E ainda tem que dar para ajudar os filhos e netos num exercício de gestão impossível.


A Igreja e tantas instituições de solidariedade fazem diariamente o milagre da multiplicação dos pães.


Morrem mais velhos em solidão, dão por eles pelo cheiro, os passes sociais impedem-nos de  sair de casa,  suicidam-se mais pessoas, mata-se mais dentro de casa, maridos, mulheres e filhos mancham-se  de sangue , 5% dos sem abrigo têm cursos superiores, consta que há cursos superiores  de geração espontânea, mas 81.000  licenciados estão desempregados.


Milhares de alunos saem das universidades porque não têm como pagar as propinas, enquanto que muitos desistem de estudar para procurar trabalho.


Há 200.000 novos emigrantes, e o filme “Gaiola Dourada”  faz um milhão de espectadores.


Há terras do interior, sem centro de saúde, sem correios e sem finanças, e os festivais de verão estão cheios com bilhetes de centenas de euros.


Há carros topo de gama para sortear e autoestradas desertas.
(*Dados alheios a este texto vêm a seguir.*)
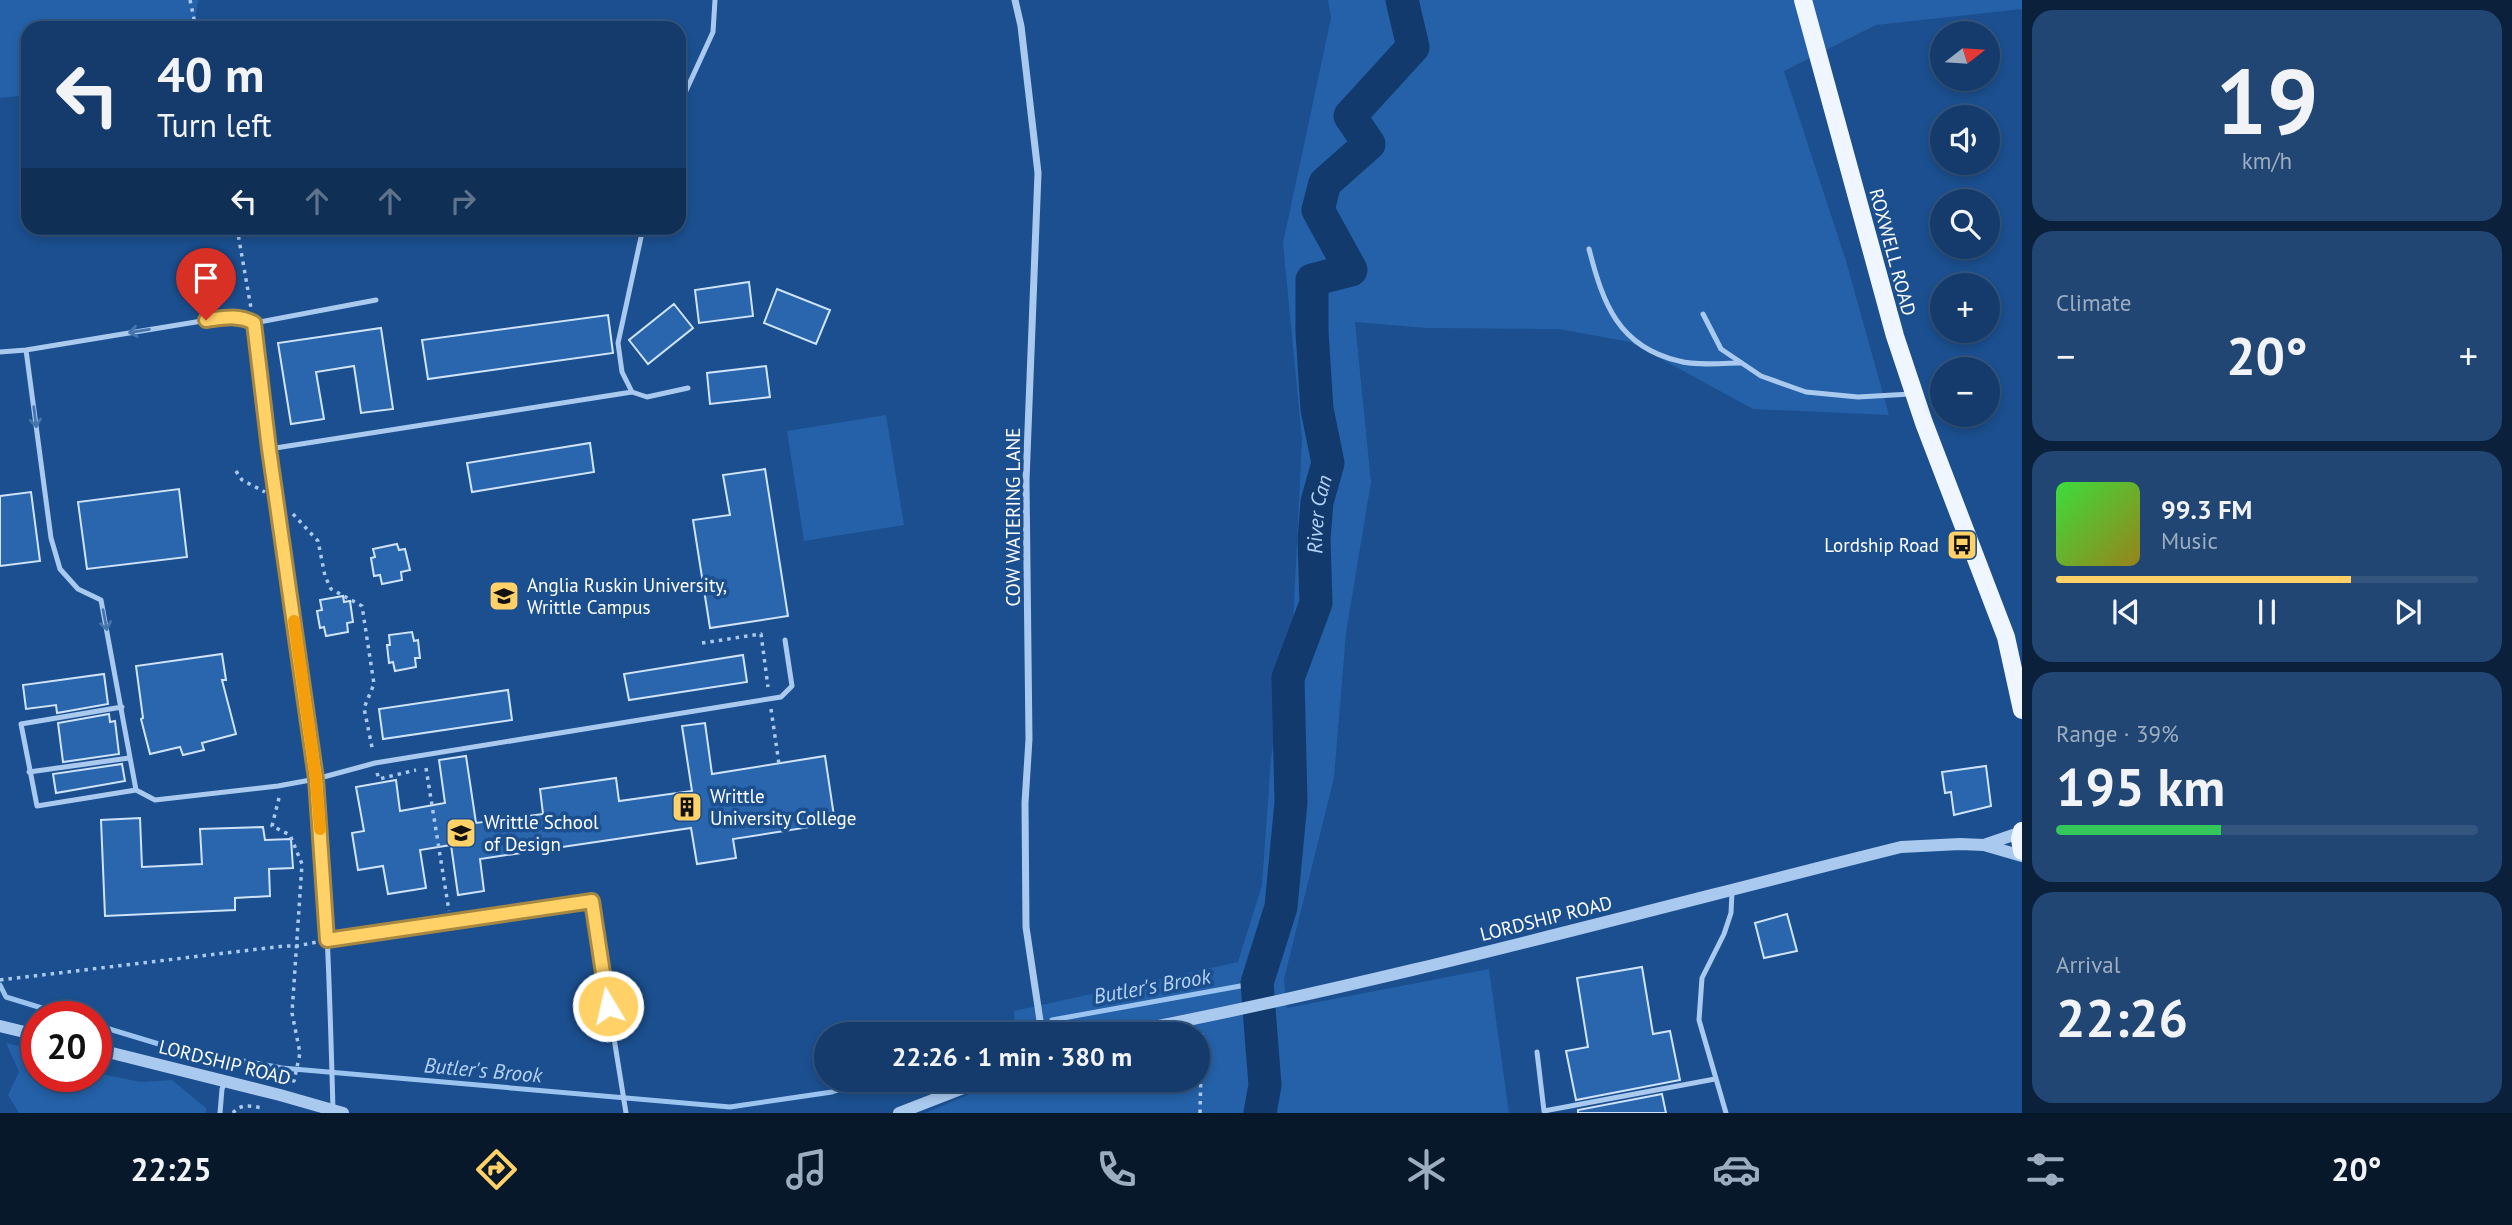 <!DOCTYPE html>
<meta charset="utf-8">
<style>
body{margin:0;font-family:"PT Sans",sans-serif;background:#214673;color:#f1f3f6;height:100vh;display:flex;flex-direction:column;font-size:26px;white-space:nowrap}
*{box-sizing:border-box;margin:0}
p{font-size:23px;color:#9dadc1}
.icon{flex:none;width:38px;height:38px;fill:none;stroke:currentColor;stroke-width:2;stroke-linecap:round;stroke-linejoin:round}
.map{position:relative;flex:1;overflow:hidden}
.panel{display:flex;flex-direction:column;gap:10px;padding:10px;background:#0b203b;width:490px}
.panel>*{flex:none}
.hud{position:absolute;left:21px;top:21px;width:665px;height:214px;border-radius:21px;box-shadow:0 4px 10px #0003,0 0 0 2px #33557e;background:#143b6b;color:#f1f3f6;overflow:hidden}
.needle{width:46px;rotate:73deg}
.fabs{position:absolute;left:1930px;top:21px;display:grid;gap:14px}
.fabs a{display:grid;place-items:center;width:70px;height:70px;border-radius:50%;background:#143b6b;box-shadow:0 4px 10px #0003,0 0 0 2px #33557e;font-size:35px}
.speed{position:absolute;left:21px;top:1001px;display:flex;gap:14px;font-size:35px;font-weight:700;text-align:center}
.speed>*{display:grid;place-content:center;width:91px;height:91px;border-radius:50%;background:#143b6b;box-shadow:0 4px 10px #0003,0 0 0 2px #33557e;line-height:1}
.speed .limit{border:10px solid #d22;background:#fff;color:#111}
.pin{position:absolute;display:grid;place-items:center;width:60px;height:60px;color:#fff;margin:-72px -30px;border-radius:50% 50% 50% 0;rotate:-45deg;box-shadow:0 0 7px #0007}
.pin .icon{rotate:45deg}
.me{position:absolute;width:77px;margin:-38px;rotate:351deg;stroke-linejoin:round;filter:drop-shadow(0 0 5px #0008)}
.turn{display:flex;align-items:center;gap:24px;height:147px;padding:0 21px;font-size:32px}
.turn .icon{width:91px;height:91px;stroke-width:2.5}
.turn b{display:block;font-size:49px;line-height:60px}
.lanes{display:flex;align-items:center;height:66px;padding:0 21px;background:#0003;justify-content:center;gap:35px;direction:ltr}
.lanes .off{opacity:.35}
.big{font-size:52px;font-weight:600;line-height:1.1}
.panel .widget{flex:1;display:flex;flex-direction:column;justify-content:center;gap:10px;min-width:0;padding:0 24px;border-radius:21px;background:#214673}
.panel .dial{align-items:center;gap:0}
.dial b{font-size:91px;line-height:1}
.song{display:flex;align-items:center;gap:21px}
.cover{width:84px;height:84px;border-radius:10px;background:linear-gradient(135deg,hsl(120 70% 55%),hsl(50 70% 35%))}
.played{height:7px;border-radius:4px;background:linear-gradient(90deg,#ffd166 70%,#33557e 70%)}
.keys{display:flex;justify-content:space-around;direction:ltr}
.heat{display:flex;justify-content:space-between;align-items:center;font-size:38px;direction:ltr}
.charge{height:10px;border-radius:5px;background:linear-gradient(90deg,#34c759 39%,#33557e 0)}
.trip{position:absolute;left:814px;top:1022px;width:396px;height:70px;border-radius:35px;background:#143b6b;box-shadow:0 4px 10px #0003,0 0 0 2px #33557e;font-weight:600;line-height:70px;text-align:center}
.tabs{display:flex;height:112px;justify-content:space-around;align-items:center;background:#08182b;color:#9dadc1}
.tabs .icon{width:49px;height:49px}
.tabs .current{color:#ffd166}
.tabs b{font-size:32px;color:#f1f3f6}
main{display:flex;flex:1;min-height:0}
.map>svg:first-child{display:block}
.green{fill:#2461a8}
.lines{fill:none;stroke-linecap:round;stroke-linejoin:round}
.stream{stroke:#9cc4f0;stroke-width:5}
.river{stroke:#123a6d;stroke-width:33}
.building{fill:#2a66ad;stroke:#cfe3fa;stroke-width:2}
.path{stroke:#a9c9ee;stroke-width:3.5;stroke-dasharray:3.5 5;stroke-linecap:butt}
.service{stroke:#a9c9ee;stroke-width:5}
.minor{stroke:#a9c9ee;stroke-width:7}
.tertiary{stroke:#a9c9ee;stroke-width:12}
.primary{stroke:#f0f6ff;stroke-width:18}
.oneway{stroke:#4674ac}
.route-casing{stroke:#a68842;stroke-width:18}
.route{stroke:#ffd166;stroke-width:12}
.slow{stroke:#f59e0b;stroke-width:12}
.labels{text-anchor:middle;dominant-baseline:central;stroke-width:7;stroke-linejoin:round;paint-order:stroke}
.street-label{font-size:19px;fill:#fff;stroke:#1b4f8f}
.poi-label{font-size:19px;fill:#fff;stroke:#1b4f8f;text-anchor:start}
.water-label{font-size:21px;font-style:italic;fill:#b5d3f5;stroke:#1b4f8f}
</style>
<main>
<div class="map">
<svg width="2022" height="1113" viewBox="0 0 2022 1113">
<rect width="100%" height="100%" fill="#1b4f8f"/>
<path class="green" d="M0,0H199L192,28H28V95L0,98Z
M1328,0H2022V9L1876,25L1784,71L1846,261L1889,415L1753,409L1630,342L1559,329L1426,328L1355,322L1371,482L1346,633L1334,778L1284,979L1287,1008L1489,969L1509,1113H925L1003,1080H1197V1034H1016L1014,1011L1238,962L1262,885L1271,758L1293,623L1302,440L1283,243L1331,18Z
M886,415L904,525L804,541L787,431Z
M6,1043L37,1050V1076H96V1073L141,1082L172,1080L206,1108V1113H19L8,1095L19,1072Z"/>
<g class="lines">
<path class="stream" d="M0,985L6,997L71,1017
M1052,1020L1257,983
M96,1025L172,1048L282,1068L730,1107L832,1092L868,1080
M1008,1034L1024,1029"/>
<path class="river" id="s1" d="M1260,1113L1265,1085L1257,983L1281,907L1291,802L1288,678L1316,603L1314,539L1317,502L1328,463L1317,409L1312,332V280L1351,270L1318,210L1325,183L1369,144L1350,116L1413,47L1402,0"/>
</g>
<path class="building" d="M749,282L753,316L699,323L695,290Z
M777,289L830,310L816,344L764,323Z
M674,304L693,328L648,364L629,340Z
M608,315L613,353L428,379L422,340Z
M381,328L393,409L361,413L354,366L316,372L324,419L291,424L278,343Z
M766,366L770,397L710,404L707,373Z
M590,443L594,472L472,492L467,463Z
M765,469L788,616L710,628L693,520L730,515L723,475Z
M179,489L187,557L87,569L78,502Z
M31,492L40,561L0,566V496Z
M397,544L399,550L405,549L410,570L401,572L402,580L382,584L380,575L374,576L371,558L375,557L373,549Z
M343,596L344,602L350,601L353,622L347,623L348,632L326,636L324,627L320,628L317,611L322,610L320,600Z
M412,632L414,641L418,640L420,658H415L416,667L395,671L393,662L389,663L387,645H390L389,635Z
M222,654L226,680H222L236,734L202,743L204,750L183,755L180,747L150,754L141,719L143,718L136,666Z
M743,655L747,682L629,700L624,674Z
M104,674L108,704L57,713L56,705L26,709L23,685Z
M508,690L512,720L383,739L379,709Z
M109,714L110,722L115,721L119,754L63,762L58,723Z
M705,723L712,774L825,756L835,823L733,839L736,858L697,864L691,828L480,859L484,891L458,895L451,845L420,850L426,888L388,894L383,866L358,870L352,833L364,831L356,787L396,780L400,811L445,803L439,760L466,756L476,823L543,814L540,789L616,778L619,801L692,791L682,726Z
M122,764L125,781L56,793L53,774Z
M1986,766L1991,806L1954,815L1951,792L1945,793L1942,772Z
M140,818L142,867L202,864L200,829L263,827L265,840L291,839L293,868L269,869L270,896L235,898V910L105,916L101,820Z
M1787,914L1797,951L1764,958L1755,923Z
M1642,967L1653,1034L1670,1031L1680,1080L1576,1100L1566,1051L1588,1047L1577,978Z
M1662,1094L1666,1113H1578V1110Z"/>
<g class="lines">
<path class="path" d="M190,0L196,28
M237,228L251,308
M236,471L242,480L265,492
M293,514L318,541L325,576L331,589L362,606L374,684L364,708L373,752
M702,643L761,634L768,687
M771,709L779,764
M426,768L449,911
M377,773L379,779L416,770
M279,798L272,826L290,835L302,864L292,1013L300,1053L294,1081L290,1080
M0,980L284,946H297L317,942
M233,1113C241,1103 251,1106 263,1108
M1200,1113L1202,1031"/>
<path class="service" d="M679,106L713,32L715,0
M643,228L618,343L622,372L632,392L647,397L688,388
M1589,249C1603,303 1618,347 1679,361C1697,366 1721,363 1740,363
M1703,314L1721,349L1761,376L1806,392L1858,397L1911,394
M254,323C272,476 300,628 316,781C327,890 330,1000 333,1110
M26,350L51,538L60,569L78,589L101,600L136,790
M0,352L26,350L226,317L246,318L254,323L376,300
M269,449L632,392
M122,707L21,724L37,806L136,790L155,800L278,786L316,779L375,763L781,697L792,686L785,640
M29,772L129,758
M327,940L592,901L626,1113
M1537,1052L1544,1111L1715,1079
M220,1113L222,1089L225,1082
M1726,1113L1699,1020L1702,978L1724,934L1731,913L1732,892"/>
<path class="minor" d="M1015,0L1021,26L1038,173L1026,481L1029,739L1025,803L1026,927L1042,1034"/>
<path class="tertiary" d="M1984,845L2022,832
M0,1026L37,1035
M1117,1034C1381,984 1640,912 1901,847L1960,844L1984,845L2022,856
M96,1049L280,1095L343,1113
M899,1113L984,1080"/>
<path class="primary" d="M1803,0L1895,336L1924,423L2006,637L2022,710
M2022,831L2020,839L2022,851"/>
</g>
<defs><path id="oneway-shaft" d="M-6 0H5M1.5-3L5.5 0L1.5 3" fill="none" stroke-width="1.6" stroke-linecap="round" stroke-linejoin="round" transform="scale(1.75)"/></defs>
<g class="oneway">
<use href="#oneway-shaft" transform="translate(139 331) rotate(171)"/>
<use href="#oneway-shaft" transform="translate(35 417) rotate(83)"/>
<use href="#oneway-shaft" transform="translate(105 620) rotate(79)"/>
</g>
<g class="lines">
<g class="route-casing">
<path id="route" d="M206,320C222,318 239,314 254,323L269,449L316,779L327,940L592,901L608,1006"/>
</g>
<use href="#route" class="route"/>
<path class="slow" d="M294,621L316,779L320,829"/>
</g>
<defs>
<g id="bus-square" transform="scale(1.575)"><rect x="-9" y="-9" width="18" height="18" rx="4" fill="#ffd166" stroke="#1b4f8f"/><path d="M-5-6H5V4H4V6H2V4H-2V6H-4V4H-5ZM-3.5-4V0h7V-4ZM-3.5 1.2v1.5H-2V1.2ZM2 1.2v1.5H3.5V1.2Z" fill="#111"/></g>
<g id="university-square" transform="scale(1.575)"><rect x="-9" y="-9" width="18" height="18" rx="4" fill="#ffd166" stroke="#1b4f8f"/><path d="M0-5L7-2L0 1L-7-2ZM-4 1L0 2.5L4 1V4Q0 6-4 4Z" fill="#111"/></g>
<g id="building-square" transform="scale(1.575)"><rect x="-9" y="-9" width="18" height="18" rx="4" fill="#ffd166" stroke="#1b4f8f"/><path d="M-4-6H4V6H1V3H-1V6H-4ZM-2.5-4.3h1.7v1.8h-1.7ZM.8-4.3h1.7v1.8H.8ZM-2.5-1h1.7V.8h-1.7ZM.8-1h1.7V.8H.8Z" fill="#111"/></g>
</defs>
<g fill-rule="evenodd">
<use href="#bus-square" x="1962" y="545"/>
<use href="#university-square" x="504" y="596"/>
<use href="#building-square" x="687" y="807"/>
<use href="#university-square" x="461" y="833"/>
</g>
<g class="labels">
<g class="street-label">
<text transform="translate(1893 252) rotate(75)">ROXWELL ROAD</text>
<text transform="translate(1013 517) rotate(-90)">COW WATERING LANE</text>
<text transform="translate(1546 918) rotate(-14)">LORDSHIP ROAD</text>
<text transform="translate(225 1062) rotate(14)">LORDSHIP ROAD</text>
</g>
<g class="poi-label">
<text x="1939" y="545" text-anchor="end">Lordship Road</text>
<text x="527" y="585">Anglia Ruskin University,<tspan x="527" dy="22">Writtle Campus</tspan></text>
<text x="710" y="796">Writtle<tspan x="710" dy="22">University College</tspan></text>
<text x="484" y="822">Writtle School<tspan x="484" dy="22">of Design</tspan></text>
</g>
<g class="water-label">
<text stroke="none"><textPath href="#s1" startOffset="609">River Can</textPath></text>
<text transform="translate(1152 986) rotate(-10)">Butler's Brook</text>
<text transform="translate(483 1070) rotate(5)">Butler's Brook</text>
</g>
</g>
</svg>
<div class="fabs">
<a><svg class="needle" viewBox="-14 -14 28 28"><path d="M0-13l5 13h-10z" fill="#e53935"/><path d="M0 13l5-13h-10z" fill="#9dadc1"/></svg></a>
<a><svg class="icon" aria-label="sound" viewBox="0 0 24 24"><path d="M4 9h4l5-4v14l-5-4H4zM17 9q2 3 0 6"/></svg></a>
<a><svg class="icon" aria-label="search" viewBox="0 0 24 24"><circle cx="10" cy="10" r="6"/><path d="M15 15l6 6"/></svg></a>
<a>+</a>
<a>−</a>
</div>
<div class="speed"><div class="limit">20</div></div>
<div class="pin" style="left:206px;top:320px;background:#d93025"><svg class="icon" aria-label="arrive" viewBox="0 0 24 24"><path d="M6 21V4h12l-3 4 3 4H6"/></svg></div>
<svg class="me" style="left:608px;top:1006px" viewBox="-20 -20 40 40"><circle r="17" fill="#ffd166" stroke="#fff" stroke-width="3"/><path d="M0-11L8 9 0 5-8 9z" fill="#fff"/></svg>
<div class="trip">22:26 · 1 min · 380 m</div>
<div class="hud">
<div class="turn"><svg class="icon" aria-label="left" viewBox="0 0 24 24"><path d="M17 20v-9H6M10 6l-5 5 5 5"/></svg><div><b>40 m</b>Turn left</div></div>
<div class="lanes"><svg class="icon" aria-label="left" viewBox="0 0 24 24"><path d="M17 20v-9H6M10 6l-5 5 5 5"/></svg><svg class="icon off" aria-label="ahead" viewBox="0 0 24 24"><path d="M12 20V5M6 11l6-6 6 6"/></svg><svg class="icon off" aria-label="ahead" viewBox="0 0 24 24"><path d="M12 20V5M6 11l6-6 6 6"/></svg><svg class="icon off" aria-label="right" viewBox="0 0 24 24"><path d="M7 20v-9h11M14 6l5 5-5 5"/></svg></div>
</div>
</div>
<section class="panel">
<div class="widget dial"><b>19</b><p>km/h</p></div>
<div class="widget"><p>Climate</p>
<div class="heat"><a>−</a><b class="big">20°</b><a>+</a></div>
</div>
<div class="widget">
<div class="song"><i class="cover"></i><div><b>99.3 FM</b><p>Music</p></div></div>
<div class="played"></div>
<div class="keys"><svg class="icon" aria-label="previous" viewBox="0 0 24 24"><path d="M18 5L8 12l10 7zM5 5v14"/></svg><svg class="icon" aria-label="pause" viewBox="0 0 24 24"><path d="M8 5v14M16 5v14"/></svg><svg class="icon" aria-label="next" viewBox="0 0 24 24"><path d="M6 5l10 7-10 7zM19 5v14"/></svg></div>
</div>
<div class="widget"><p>Range · 39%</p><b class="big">195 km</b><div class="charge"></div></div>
<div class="widget"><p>Arrival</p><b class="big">22:26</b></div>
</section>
</main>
<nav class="tabs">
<b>22:25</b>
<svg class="icon current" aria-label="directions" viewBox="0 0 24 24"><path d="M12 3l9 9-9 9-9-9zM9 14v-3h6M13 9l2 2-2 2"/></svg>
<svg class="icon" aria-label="music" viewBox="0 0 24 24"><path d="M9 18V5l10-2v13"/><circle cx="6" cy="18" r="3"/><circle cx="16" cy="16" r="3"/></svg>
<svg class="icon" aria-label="phone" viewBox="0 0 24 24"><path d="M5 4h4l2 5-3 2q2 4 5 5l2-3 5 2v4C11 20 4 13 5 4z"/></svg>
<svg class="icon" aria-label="climate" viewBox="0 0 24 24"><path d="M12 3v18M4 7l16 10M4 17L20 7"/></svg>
<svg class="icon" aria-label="car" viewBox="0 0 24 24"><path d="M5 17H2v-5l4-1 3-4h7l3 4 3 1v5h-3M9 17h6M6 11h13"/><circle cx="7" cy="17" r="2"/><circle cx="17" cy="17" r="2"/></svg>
<svg class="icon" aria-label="filters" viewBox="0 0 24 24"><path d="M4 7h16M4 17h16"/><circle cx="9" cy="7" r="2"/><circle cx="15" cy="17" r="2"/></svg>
<b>20°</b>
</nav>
Na televisão a gente vê gente a fazer sexo explícito e explicitamente a revelar histórias de vida que exaltam a boçalidade.


Há 50.000 trabalhadores rurais que abandonaram os campos, mas há as grandes vitórias da venda de dívida pública a taxas muito mais altas do que outros países intervencionados.


Há romances de ajustes de contas entre políticos e ex-políticos, mas tudo vai acabar em bem...estar para ambas as partes.


Aumentam as mortes por problemas respiratórios consequência de carências alimentares e higiénicas, há enfermeiros a partir entre lágrimas para Inglaterra e Alemanha para ganharem muito mais do que 3 euros à hora, há o romance do senhor Hollande e o enredo do senhor Obama que tudo tem feito para que o SNS americano seja mesmo para todos os americanos. Também ele tem um sonho…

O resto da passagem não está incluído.